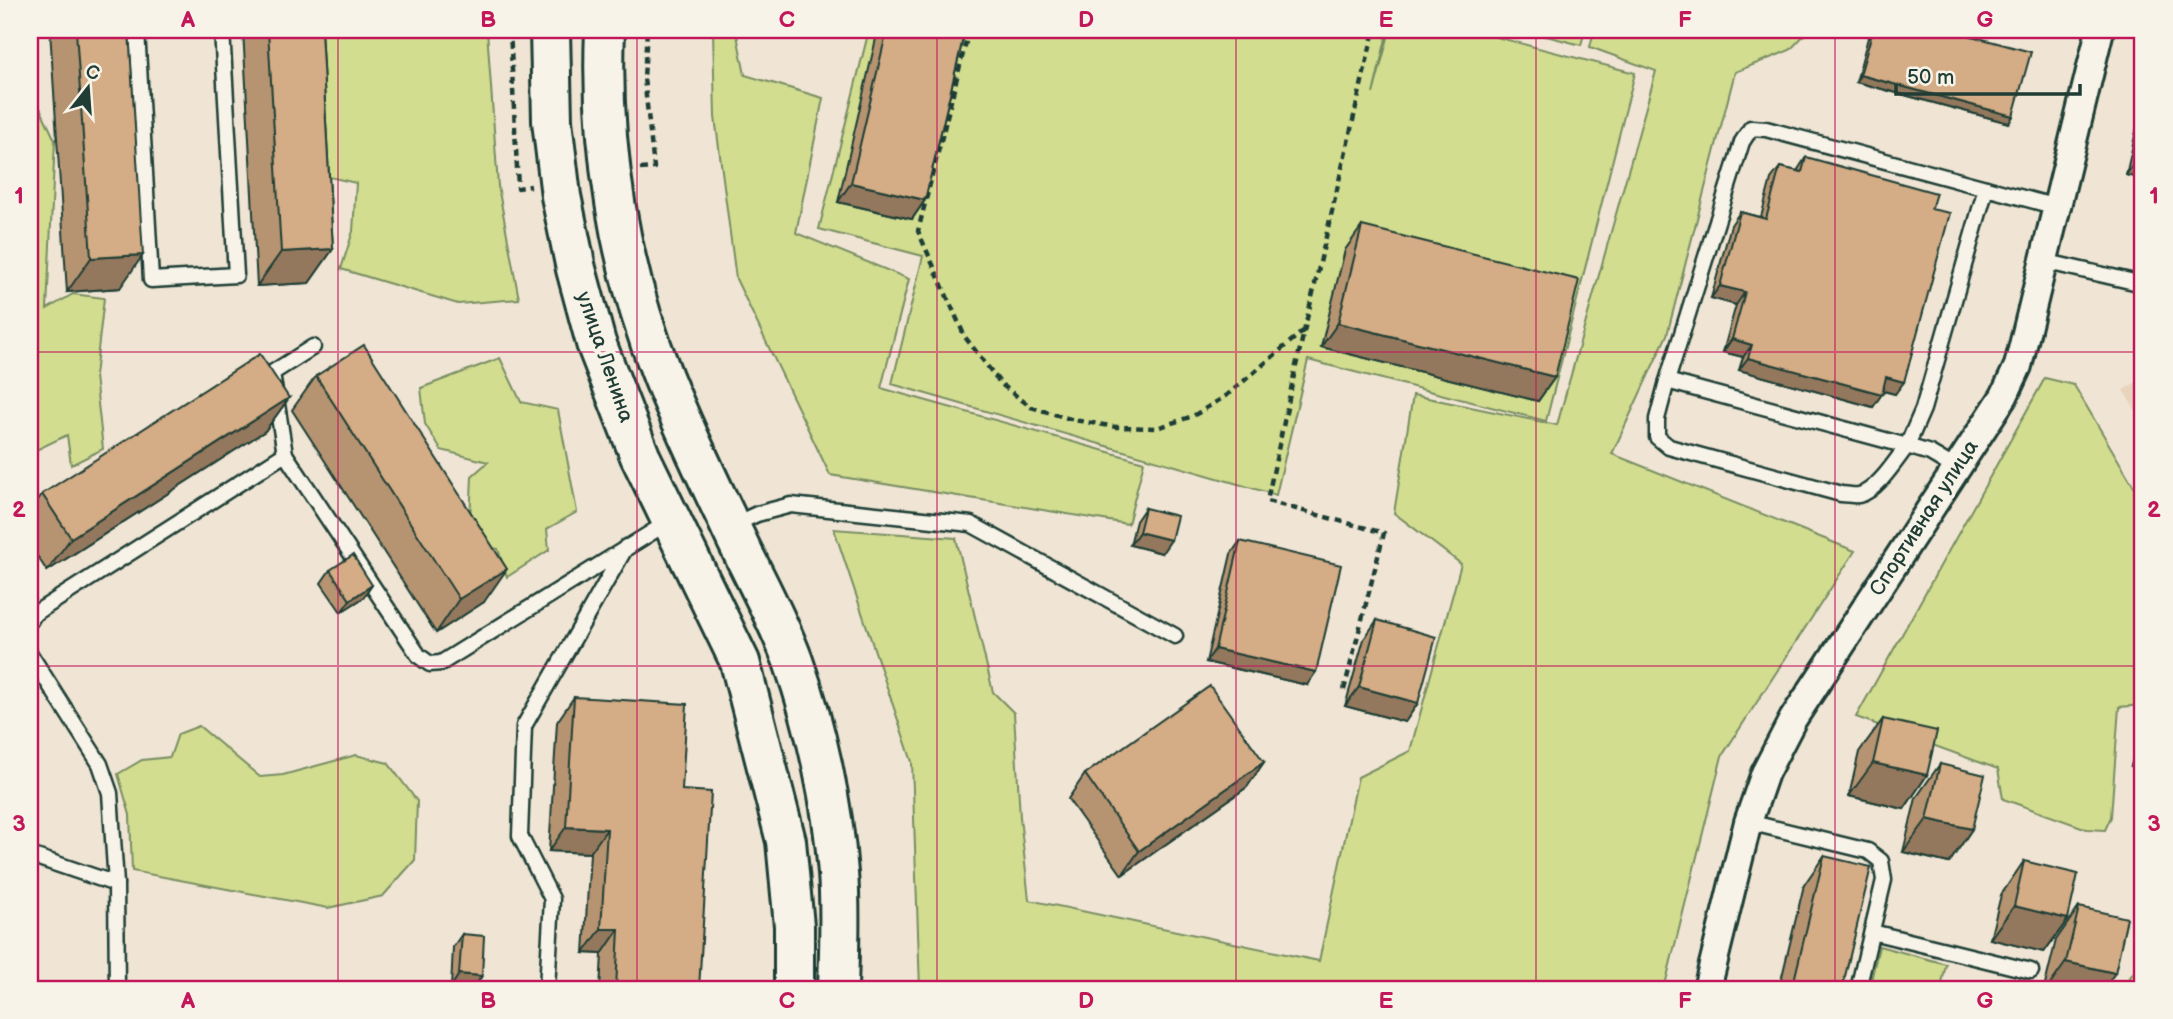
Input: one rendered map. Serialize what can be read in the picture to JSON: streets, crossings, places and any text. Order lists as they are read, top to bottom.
{
  "streets": {
    "street": ["улица Ленина", "Спортивная улица"]
  },
  "scale_bar": "50 m",
  "north": "top",
  "grid": {
    "columns": [
      "A",
      "B",
      "C",
      "D",
      "E",
      "F",
      "G"
    ],
    "rows": ["1", "2", "3"]
  }
}
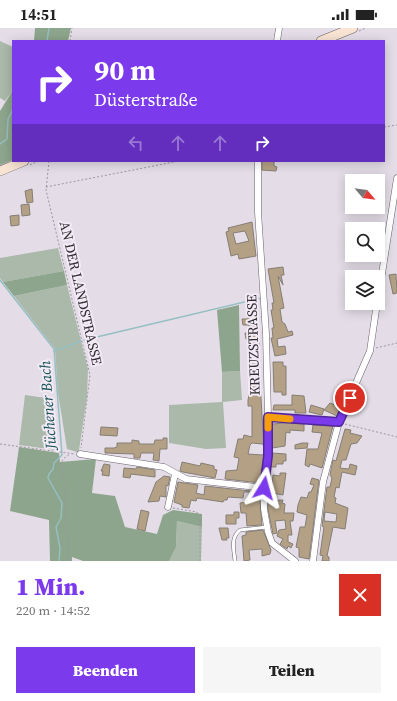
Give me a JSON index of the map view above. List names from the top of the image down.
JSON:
{
  "streets": {
    "street": ["KREUZSTRASSE"],
    "path": ["AN DER LANDSTRASSE"]
  },
  "water": ["Jüchener Bach"],
  "north": "bottom right",
  "page": {
    "status": "14:51",
    "turn": ["90 m", "Düsterstraße"],
    "heading": ["1 Min.", "220 m · 14:52"],
    "buttons": ["Beenden", "Teilen"]
  }
}
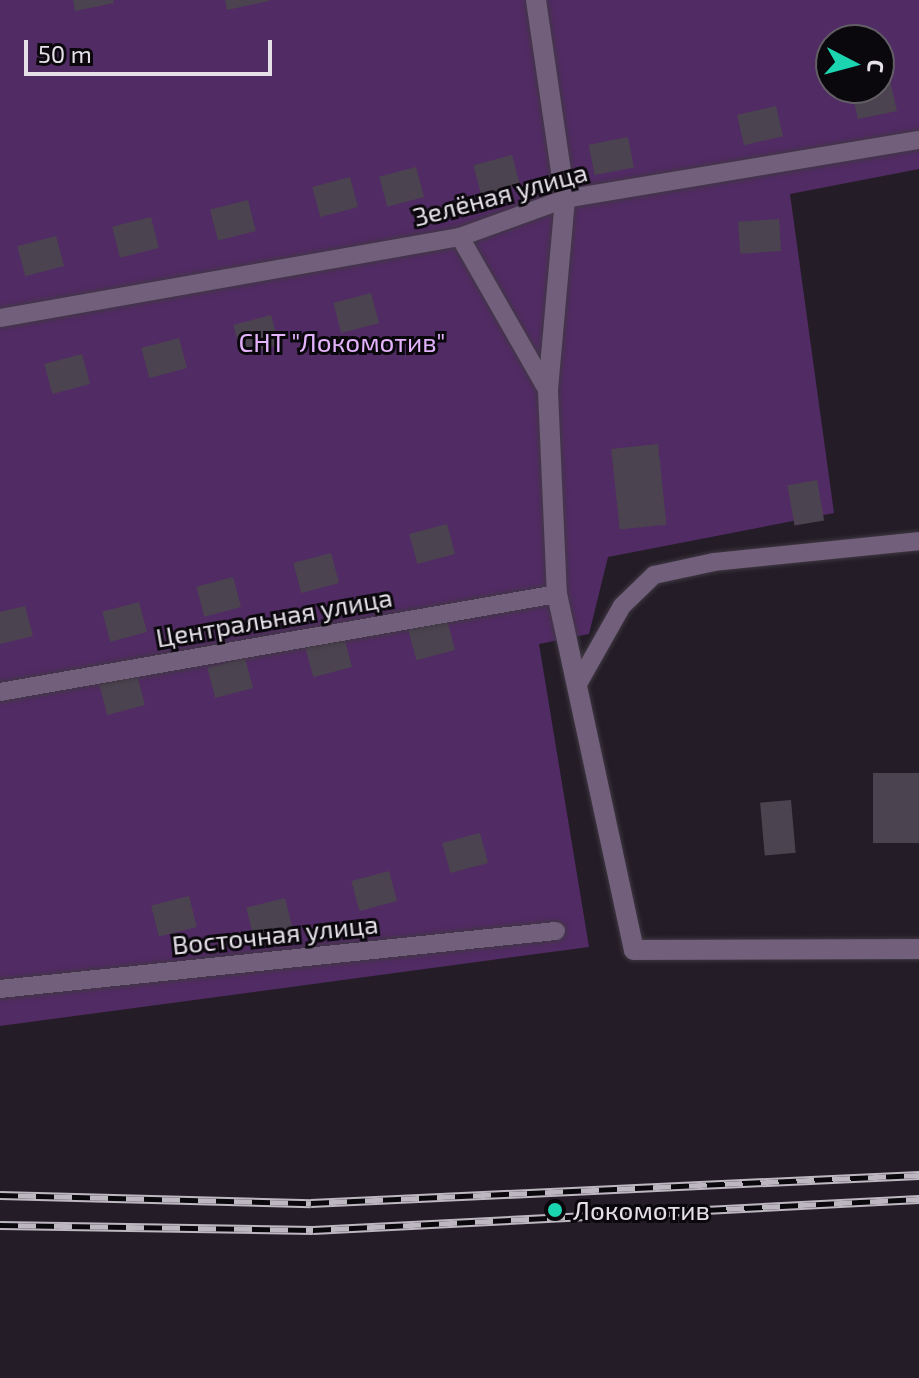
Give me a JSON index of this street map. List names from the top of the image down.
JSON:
{
  "streets": {
    "lane": ["Зелёная улица", "Центральная улица", "Восточная улица"]
  },
  "parks": ["СНТ \"Локомотив\""],
  "places": ["Локомотив"],
  "scale_bar": "50 m",
  "north": "right"
}
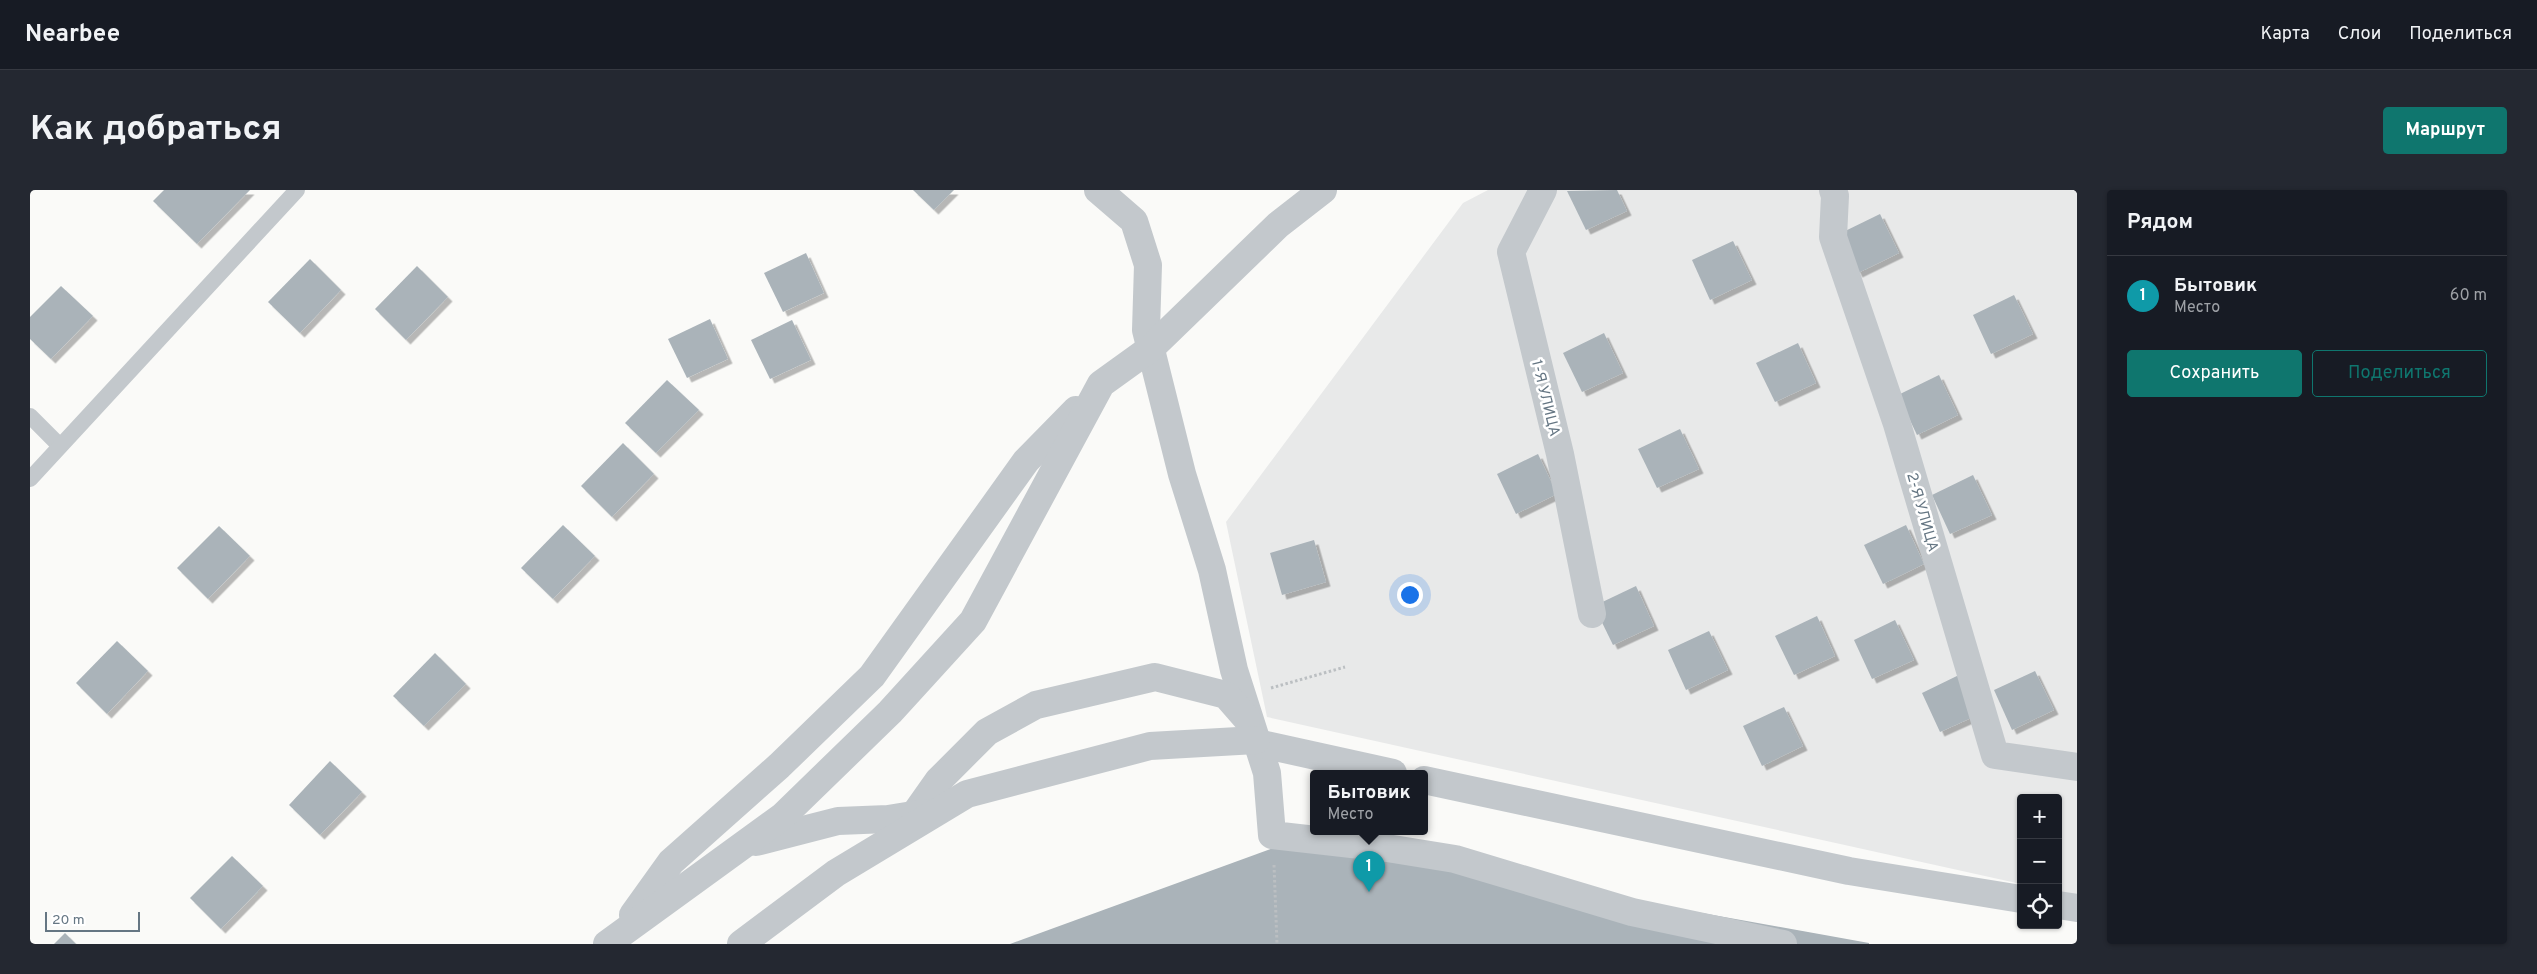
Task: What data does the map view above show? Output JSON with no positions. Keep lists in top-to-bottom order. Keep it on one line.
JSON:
{"streets":{"street":["1-Я УЛИЦА","2-Я УЛИЦА"]},"scale_bar":"20 m","page":{"header":"Nearbee","nav":["Карта","Слои","Поделиться"],"buttons":["Маршрут",["Сохранить","Поделиться"]],"title":"Как добраться","heading":"Рядом","list":[{"mark":"1","name":"Бытовик","note":"Место","value":"60 m"}],"popup":["Бытовик","Место"],"map_buttons":["+","−"],"pins":"1","scale":"20 m"}}
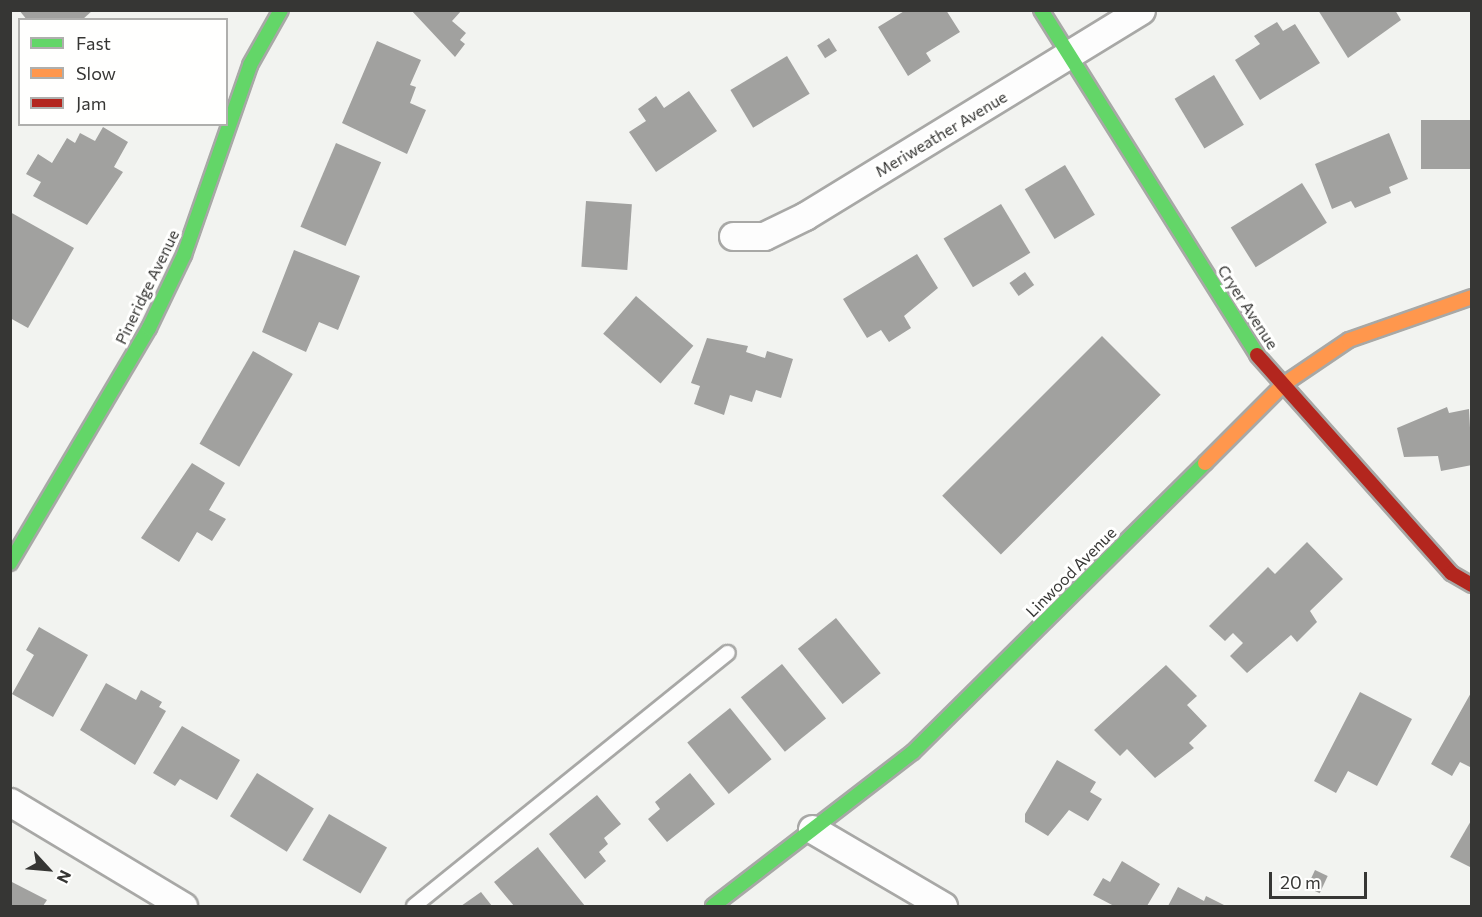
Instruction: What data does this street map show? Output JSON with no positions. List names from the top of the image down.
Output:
{
  "streets": {
    "street": [
      "Meriweather Avenue",
      "Pineridge Avenue",
      "Cryer Avenue",
      "Linwood Avenue"
    ]
  },
  "crossings": [
    ["Meriweather Avenue", "Cryer Avenue"],
    ["Cryer Avenue", "Linwood Avenue"]
  ],
  "legend": ["Fast", "Slow", "Jam"],
  "scale_bar": "20 m",
  "north": "bottom right"
}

────────────────────

## BRIEF
No picture belongs in the copy. Print every entry above exactly as it stands.

## PROBLEM SOLUTION
Input: one rendered map. Serialize what can be read in the picture to JSON: streets, crossings, places and any text. Order lists as they are read, top to bottom.
{
  "streets": {
    "street": ["улица Ленина", "Спортивная улица"]
  },
  "scale_bar": "50 m",
  "north": "top",
  "grid": {
    "columns": [
      "A",
      "B",
      "C",
      "D",
      "E",
      "F",
      "G"
    ],
    "rows": ["1", "2", "3"]
  }
}
Give me a JSON index of the map view above. List names from the top of the image down.
JSON:
{
  "streets": {
    "street": ["KREUZSTRASSE"],
    "path": ["AN DER LANDSTRASSE"]
  },
  "water": ["Jüchener Bach"],
  "north": "bottom right",
  "page": {
    "status": "14:51",
    "turn": ["90 m", "Düsterstraße"],
    "heading": ["1 Min.", "220 m · 14:52"],
    "buttons": ["Beenden", "Teilen"]
  }
}
Give me a JSON index of this street map. List names from the top of the image down.
JSON:
{
  "streets": {
    "lane": ["Зелёная улица", "Центральная улица", "Восточная улица"]
  },
  "parks": ["СНТ \"Локомотив\""],
  "places": ["Локомотив"],
  "scale_bar": "50 m",
  "north": "right"
}
Task: What data does the map view above show? Output JSON with no positions. Keep lists in top-to-bottom order. Keep it on one line.
JSON:
{"streets":{"street":["1-Я УЛИЦА","2-Я УЛИЦА"]},"scale_bar":"20 m","page":{"header":"Nearbee","nav":["Карта","Слои","Поделиться"],"buttons":["Маршрут",["Сохранить","Поделиться"]],"title":"Как добраться","heading":"Рядом","list":[{"mark":"1","name":"Бытовик","note":"Место","value":"60 m"}],"popup":["Бытовик","Место"],"map_buttons":["+","−"],"pins":"1","scale":"20 m"}}
Instruction: What data does this street map show? Output JSON with no positions. List names from the top of the image down.
Output:
{
  "streets": {
    "street": [
      "Meriweather Avenue",
      "Pineridge Avenue",
      "Cryer Avenue",
      "Linwood Avenue"
    ]
  },
  "crossings": [
    ["Meriweather Avenue", "Cryer Avenue"],
    ["Cryer Avenue", "Linwood Avenue"]
  ],
  "legend": ["Fast", "Slow", "Jam"],
  "scale_bar": "20 m",
  "north": "bottom right"
}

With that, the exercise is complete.